As you can imagine, there are plenty of offers on the market ranging in price from a few bucks to hundreds of dollars. How are you to decide? How much do you have to spend? Are expensive options any better than the cheaper ones?

What was interesting to see was the myriad of offers that all follow the same model:

1. We found a problem that needed a solution
2. We couldn’t find a solution so we created the remedy ourselves
3. Some clever price anchoring similar to: You could pay hundreds of dollars for this product…
4. But we cut out the middle man and pass those saving directly on to you, so you don’t have to pay that much
5. Some glowing reviews including some logos people will recognize
6. A 30-day money back guarantee, in some cases with lots of loopholes

Of course there is nothing inherently wrong with this concept, but it did make me think that at least some founders didn’t do their research or would have found plenty of soon-to-be competitors. The other issue I have with glasses in general is their sky-high pricing. After all eye glasses are just a few pieces of plastic, two hinges and two lenses, manufacturing costs no more than a couple of bucks in China.

What is concerning is that most companies make wild claims about the benefits of their glasses, but fail to provide any data about the light filtering characteristics of their products. How are consumers supposed to know what they are getting? Well, maybe they are counting on the placebo effect…

Let us look at a few examples, in no particular order (and I am not affiliated with any of them), starting with Time to Shade, a clever name, offers a variety of glasses and styles geared towards prescription eye wear and sunglasses. However, they also sell blue light blocking lenses without a prescription. If you buy an inexpensive frame and add basic blue light blocking lenses you end up with a pair of glasses for just over 50 bucks. I ordered a pair and well, they were cheap glasses, disappointing.

Next I looked at Pixel. Pixel has an appealing-looking website with a variety of stylish glasses to choose from, prescription, computer glasses and reading glasses. Pixel’s selling point is relief from digital eye strain, more specifically eye fatigue, dry eyes, blurry vision and headaches by blocking blue light with lens technology that does not distort color combined with an anti-glare filter. Prices start at USD 75.

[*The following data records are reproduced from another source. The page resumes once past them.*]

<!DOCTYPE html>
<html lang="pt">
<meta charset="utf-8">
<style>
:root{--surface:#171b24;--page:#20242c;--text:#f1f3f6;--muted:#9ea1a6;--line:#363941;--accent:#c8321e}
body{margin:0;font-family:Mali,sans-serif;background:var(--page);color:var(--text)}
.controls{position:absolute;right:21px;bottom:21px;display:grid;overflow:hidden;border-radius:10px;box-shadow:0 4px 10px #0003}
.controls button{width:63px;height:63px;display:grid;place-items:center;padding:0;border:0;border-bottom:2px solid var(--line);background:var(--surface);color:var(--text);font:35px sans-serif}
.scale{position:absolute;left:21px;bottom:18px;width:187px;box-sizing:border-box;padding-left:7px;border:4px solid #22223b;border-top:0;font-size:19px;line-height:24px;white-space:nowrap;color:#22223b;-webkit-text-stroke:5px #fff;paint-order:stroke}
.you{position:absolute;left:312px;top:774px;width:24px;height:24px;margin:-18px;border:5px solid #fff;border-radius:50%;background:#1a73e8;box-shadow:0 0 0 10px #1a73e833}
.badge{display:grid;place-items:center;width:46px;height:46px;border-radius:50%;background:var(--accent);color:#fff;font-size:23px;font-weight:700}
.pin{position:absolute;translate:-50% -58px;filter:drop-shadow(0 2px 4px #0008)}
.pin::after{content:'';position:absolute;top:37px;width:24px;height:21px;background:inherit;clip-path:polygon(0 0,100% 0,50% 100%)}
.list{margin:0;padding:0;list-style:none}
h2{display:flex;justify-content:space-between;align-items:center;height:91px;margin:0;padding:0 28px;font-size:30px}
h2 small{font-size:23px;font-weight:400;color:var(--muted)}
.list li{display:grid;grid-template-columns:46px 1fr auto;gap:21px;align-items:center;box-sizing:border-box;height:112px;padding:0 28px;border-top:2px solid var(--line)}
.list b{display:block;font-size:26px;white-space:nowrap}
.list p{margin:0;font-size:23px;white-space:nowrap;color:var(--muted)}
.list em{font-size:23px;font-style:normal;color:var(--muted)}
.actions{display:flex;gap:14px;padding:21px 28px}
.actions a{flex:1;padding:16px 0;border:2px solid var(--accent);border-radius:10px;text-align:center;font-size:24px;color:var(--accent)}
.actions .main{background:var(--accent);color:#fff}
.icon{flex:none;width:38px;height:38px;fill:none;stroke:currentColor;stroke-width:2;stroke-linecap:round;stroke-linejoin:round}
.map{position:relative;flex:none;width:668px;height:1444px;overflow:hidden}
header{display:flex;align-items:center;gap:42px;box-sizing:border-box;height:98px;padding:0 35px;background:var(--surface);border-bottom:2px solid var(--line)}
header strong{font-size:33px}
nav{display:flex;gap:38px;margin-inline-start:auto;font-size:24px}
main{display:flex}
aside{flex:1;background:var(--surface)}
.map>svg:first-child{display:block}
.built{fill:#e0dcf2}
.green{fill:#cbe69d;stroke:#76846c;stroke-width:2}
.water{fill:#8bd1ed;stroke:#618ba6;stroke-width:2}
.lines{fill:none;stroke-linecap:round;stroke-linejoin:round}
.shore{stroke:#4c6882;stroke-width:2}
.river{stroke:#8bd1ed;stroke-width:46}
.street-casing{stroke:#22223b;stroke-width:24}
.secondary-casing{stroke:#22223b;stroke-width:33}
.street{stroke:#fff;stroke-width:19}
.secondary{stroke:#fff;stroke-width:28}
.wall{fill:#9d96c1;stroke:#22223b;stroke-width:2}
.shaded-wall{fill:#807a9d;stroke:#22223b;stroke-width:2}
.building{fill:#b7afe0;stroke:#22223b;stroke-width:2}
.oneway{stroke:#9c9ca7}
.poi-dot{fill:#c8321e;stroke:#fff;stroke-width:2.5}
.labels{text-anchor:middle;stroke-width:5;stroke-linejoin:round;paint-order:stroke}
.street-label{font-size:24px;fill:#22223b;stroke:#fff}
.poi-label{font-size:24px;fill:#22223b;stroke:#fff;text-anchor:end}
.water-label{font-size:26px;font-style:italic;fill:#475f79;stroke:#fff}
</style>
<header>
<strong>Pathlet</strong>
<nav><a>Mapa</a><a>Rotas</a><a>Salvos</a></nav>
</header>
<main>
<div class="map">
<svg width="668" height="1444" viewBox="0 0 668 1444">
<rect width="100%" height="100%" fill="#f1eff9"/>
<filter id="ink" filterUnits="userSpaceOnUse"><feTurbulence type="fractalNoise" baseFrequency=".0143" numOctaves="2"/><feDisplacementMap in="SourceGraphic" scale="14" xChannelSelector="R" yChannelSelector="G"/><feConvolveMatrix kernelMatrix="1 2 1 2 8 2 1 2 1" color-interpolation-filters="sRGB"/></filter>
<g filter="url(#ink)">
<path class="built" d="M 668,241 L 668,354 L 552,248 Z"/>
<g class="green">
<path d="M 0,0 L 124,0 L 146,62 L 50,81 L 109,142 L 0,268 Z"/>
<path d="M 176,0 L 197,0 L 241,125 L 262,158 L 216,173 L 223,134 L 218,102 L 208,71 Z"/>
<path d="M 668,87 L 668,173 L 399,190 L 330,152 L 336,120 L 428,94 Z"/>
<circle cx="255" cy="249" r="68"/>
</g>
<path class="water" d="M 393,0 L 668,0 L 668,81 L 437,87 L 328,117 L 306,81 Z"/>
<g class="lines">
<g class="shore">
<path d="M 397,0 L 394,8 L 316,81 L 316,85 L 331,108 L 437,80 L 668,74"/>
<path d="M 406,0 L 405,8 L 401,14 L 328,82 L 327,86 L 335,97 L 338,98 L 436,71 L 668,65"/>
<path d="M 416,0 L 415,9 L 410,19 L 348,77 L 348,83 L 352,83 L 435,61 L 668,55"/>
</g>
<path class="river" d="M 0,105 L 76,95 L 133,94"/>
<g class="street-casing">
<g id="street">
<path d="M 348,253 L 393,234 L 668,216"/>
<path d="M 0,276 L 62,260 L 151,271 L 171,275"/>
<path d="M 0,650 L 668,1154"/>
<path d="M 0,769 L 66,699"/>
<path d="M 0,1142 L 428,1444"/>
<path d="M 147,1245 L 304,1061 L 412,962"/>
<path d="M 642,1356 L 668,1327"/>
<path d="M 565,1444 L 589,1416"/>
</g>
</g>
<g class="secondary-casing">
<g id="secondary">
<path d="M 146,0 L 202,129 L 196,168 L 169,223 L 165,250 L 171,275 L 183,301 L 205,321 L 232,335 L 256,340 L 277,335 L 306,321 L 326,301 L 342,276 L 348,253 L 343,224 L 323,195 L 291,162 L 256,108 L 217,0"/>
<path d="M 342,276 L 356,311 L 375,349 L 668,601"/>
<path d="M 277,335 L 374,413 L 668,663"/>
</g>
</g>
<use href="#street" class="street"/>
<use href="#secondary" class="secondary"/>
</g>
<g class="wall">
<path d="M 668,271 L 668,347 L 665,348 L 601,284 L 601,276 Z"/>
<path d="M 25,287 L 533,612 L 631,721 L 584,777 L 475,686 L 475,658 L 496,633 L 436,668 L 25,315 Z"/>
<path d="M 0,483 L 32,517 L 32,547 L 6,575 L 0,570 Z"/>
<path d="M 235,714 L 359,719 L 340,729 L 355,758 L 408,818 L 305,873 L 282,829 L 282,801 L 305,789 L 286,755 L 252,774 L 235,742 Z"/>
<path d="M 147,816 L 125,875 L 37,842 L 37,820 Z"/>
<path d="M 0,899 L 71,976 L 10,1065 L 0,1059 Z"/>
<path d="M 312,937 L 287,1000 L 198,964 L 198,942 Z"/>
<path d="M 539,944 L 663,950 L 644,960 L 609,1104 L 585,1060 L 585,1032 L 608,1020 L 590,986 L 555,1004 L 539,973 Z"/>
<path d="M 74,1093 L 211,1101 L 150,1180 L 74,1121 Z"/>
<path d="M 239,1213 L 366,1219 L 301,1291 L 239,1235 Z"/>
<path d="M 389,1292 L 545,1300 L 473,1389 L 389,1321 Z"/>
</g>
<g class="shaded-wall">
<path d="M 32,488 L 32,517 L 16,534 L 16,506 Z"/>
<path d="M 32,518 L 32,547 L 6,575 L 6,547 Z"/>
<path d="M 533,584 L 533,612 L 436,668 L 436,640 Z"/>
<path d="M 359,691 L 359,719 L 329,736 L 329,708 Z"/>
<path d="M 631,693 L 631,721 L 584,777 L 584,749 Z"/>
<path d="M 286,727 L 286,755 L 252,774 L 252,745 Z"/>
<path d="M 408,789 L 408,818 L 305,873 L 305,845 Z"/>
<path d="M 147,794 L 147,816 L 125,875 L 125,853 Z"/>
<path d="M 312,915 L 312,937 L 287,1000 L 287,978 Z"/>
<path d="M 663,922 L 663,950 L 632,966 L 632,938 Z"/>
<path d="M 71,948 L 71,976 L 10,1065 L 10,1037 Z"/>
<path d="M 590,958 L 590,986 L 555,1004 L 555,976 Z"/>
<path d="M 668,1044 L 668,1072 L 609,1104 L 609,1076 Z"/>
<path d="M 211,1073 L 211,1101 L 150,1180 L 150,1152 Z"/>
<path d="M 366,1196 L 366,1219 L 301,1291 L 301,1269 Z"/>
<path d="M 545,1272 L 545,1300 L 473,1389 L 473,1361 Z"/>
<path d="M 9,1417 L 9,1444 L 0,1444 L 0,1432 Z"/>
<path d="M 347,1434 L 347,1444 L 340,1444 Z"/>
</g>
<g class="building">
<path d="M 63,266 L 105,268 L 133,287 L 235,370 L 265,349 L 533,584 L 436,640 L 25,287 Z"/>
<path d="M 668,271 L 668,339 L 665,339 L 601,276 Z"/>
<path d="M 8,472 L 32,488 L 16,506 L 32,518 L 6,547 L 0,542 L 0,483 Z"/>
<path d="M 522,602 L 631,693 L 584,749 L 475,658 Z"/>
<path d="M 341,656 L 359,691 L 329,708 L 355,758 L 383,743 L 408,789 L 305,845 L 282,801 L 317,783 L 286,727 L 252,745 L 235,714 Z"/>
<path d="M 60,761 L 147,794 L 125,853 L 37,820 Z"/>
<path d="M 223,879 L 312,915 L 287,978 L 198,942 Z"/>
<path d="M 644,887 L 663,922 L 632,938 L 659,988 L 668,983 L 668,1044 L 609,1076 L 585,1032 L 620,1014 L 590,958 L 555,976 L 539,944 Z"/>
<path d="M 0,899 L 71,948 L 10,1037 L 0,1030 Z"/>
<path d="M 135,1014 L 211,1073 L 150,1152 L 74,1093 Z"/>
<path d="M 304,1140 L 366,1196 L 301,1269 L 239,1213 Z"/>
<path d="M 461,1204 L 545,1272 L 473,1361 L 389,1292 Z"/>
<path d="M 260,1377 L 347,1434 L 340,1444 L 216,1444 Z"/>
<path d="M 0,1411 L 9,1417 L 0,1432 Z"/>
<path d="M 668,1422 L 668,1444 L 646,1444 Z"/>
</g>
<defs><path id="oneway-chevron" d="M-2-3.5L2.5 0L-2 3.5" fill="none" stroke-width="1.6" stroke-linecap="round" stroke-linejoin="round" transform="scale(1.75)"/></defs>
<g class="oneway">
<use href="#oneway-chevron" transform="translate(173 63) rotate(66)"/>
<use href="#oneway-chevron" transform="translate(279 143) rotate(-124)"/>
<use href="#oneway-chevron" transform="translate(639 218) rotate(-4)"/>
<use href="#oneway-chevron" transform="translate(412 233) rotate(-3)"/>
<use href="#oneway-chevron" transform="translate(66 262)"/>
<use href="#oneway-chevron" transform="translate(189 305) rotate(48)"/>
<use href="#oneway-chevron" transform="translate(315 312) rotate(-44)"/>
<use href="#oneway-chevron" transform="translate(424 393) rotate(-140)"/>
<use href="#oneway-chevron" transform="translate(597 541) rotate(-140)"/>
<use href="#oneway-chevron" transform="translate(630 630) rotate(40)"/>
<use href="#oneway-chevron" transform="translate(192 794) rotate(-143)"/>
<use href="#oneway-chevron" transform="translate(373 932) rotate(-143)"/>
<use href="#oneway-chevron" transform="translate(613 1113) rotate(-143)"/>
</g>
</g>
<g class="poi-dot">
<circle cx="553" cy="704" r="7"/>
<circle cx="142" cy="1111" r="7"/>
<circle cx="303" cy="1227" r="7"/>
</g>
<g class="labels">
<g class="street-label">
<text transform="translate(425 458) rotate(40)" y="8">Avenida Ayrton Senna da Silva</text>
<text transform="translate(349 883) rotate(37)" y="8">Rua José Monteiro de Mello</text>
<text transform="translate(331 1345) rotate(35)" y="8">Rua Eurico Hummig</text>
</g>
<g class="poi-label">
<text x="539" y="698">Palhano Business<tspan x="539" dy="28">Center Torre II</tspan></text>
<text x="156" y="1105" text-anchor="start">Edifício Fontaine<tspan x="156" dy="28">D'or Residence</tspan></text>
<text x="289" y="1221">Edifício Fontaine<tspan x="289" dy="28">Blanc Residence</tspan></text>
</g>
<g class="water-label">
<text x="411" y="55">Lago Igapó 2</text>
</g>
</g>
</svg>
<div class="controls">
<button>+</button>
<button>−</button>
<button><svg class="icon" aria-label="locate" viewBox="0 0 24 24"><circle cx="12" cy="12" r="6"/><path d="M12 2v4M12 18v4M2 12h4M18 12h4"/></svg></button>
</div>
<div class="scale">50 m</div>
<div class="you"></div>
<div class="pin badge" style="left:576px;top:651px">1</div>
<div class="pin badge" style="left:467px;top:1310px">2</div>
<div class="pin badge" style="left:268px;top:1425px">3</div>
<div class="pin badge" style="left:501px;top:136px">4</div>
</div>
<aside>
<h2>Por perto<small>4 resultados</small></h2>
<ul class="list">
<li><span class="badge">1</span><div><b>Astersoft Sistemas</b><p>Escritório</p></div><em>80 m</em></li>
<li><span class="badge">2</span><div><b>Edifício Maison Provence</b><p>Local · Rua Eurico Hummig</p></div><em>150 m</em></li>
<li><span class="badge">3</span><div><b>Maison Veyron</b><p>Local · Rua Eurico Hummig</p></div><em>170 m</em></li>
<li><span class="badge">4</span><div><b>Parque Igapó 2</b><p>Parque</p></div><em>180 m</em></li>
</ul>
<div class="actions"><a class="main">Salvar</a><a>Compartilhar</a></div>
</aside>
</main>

Felix Gray, just like Pixel wants to safe us from digital eye strain’s symptoms, eye fatigue, dry eyes, headaches and blurred vision with clear lens technology filtering out blue light with the highest energy wavelengths of 400–440nm. In addition to what they call optical glasses, you also have a choice of sunglasses and, what they call, sleep glasses that filter out wavelengths of 440–500nm that might interfere with melatonin production. The sleep lenses appear to have a slightly yellow tint and the company recommends to wear them after sunset or from getting home to going to bed.

What I like about Felix Gray is (1) that they provide a bit more information about what you are actually buying and what their glasses are supposed to do, but more importantly (2) that they offer the option to add magnification of +0.25 to your ‘computer glasses’ without needing a prescription. Of all the companies I looked at, Felix Gray seems to have the right idea and at least understand the concept behind computer glasses. Prices start at USD 95.